#### [REQUIRED WORK]
Repeat all of the entries, please, keeping each line exact.

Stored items
§

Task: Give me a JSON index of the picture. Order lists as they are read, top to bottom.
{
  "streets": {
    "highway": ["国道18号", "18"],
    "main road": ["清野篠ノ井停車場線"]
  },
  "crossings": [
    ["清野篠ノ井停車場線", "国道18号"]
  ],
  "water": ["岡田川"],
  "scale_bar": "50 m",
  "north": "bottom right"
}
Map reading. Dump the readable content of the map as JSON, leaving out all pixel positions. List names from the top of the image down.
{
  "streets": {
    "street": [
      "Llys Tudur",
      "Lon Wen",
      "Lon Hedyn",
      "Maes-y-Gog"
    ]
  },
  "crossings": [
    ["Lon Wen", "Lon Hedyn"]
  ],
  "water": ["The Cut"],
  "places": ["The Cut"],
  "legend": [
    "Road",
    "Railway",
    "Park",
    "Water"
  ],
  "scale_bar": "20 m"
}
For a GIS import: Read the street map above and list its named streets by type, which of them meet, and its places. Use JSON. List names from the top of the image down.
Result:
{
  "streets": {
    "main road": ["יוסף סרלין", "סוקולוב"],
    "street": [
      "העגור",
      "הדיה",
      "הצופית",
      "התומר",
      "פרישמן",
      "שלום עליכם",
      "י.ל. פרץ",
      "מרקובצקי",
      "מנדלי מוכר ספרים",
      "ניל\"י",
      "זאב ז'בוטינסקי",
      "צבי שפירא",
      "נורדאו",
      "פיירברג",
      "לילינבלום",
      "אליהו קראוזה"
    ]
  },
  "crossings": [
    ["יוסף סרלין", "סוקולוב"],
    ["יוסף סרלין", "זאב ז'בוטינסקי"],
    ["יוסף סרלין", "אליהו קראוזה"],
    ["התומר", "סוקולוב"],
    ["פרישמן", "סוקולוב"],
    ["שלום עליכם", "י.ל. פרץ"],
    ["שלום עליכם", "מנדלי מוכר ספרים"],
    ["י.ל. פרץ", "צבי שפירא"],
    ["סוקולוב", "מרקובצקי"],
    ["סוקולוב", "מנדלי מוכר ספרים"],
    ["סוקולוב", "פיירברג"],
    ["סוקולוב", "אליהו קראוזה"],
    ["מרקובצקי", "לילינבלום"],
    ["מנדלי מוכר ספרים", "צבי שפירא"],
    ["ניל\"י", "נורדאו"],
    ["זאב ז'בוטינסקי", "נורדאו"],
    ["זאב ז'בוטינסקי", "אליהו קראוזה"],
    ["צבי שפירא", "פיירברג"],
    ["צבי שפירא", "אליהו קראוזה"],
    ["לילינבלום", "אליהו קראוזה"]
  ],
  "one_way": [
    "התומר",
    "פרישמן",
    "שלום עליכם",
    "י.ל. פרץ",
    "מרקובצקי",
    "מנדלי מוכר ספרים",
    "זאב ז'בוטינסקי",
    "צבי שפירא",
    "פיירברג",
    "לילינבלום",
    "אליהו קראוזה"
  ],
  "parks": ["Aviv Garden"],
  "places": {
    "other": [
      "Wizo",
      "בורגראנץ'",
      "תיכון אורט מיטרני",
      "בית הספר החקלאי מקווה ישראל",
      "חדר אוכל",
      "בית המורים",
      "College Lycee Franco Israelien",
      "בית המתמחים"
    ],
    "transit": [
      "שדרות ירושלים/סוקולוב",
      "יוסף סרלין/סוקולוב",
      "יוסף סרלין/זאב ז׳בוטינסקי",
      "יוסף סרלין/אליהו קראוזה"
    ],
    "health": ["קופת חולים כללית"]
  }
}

§

#### [EXERCISE ANSWER]
Task: Give me a JSON index of the picture. Order lists as they are read, top to bottom.
{
  "streets": {
    "highway": ["国道18号", "18"],
    "main road": ["清野篠ノ井停車場線"]
  },
  "crossings": [
    ["清野篠ノ井停車場線", "国道18号"]
  ],
  "water": ["岡田川"],
  "scale_bar": "50 m",
  "north": "bottom right"
}
Map reading. Dump the readable content of the map as JSON, leaving out all pixel positions. List names from the top of the image down.
{
  "streets": {
    "street": [
      "Llys Tudur",
      "Lon Wen",
      "Lon Hedyn",
      "Maes-y-Gog"
    ]
  },
  "crossings": [
    ["Lon Wen", "Lon Hedyn"]
  ],
  "water": ["The Cut"],
  "places": ["The Cut"],
  "legend": [
    "Road",
    "Railway",
    "Park",
    "Water"
  ],
  "scale_bar": "20 m"
}
For a GIS import: Read the street map above and list its named streets by type, which of them meet, and its places. Use JSON. List names from the top of the image down.
Result:
{
  "streets": {
    "main road": ["יוסף סרלין", "סוקולוב"],
    "street": [
      "העגור",
      "הדיה",
      "הצופית",
      "התומר",
      "פרישמן",
      "שלום עליכם",
      "י.ל. פרץ",
      "מרקובצקי",
      "מנדלי מוכר ספרים",
      "ניל\"י",
      "זאב ז'בוטינסקי",
      "צבי שפירא",
      "נורדאו",
      "פיירברג",
      "לילינבלום",
      "אליהו קראוזה"
    ]
  },
  "crossings": [
    ["יוסף סרלין", "סוקולוב"],
    ["יוסף סרלין", "זאב ז'בוטינסקי"],
    ["יוסף סרלין", "אליהו קראוזה"],
    ["התומר", "סוקולוב"],
    ["פרישמן", "סוקולוב"],
    ["שלום עליכם", "י.ל. פרץ"],
    ["שלום עליכם", "מנדלי מוכר ספרים"],
    ["י.ל. פרץ", "צבי שפירא"],
    ["סוקולוב", "מרקובצקי"],
    ["סוקולוב", "מנדלי מוכר ספרים"],
    ["סוקולוב", "פיירברג"],
    ["סוקולוב", "אליהו קראוזה"],
    ["מרקובצקי", "לילינבלום"],
    ["מנדלי מוכר ספרים", "צבי שפירא"],
    ["ניל\"י", "נורדאו"],
    ["זאב ז'בוטינסקי", "נורדאו"],
    ["זאב ז'בוטינסקי", "אליהו קראוזה"],
    ["צבי שפירא", "פיירברג"],
    ["צבי שפירא", "אליהו קראוזה"],
    ["לילינבלום", "אליהו קראוזה"]
  ],
  "one_way": [
    "התומר",
    "פרישמן",
    "שלום עליכם",
    "י.ל. פרץ",
    "מרקובצקי",
    "מנדלי מוכר ספרים",
    "זאב ז'בוטינסקי",
    "צבי שפירא",
    "פיירברג",
    "לילינבלום",
    "אליהו קראוזה"
  ],
  "parks": ["Aviv Garden"],
  "places": {
    "other": [
      "Wizo",
      "בורגראנץ'",
      "תיכון אורט מיטרני",
      "בית הספר החקלאי מקווה ישראל",
      "חדר אוכל",
      "בית המורים",
      "College Lycee Franco Israelien",
      "בית המתמחים"
    ],
    "transit": [
      "שדרות ירושלים/סוקולוב",
      "יוסף סרלין/סוקולוב",
      "יוסף סרלין/זאב ז׳בוטינסקי",
      "יוסף סרלין/אליהו קראוזה"
    ],
    "health": ["קופת חולים כללית"]
  }
}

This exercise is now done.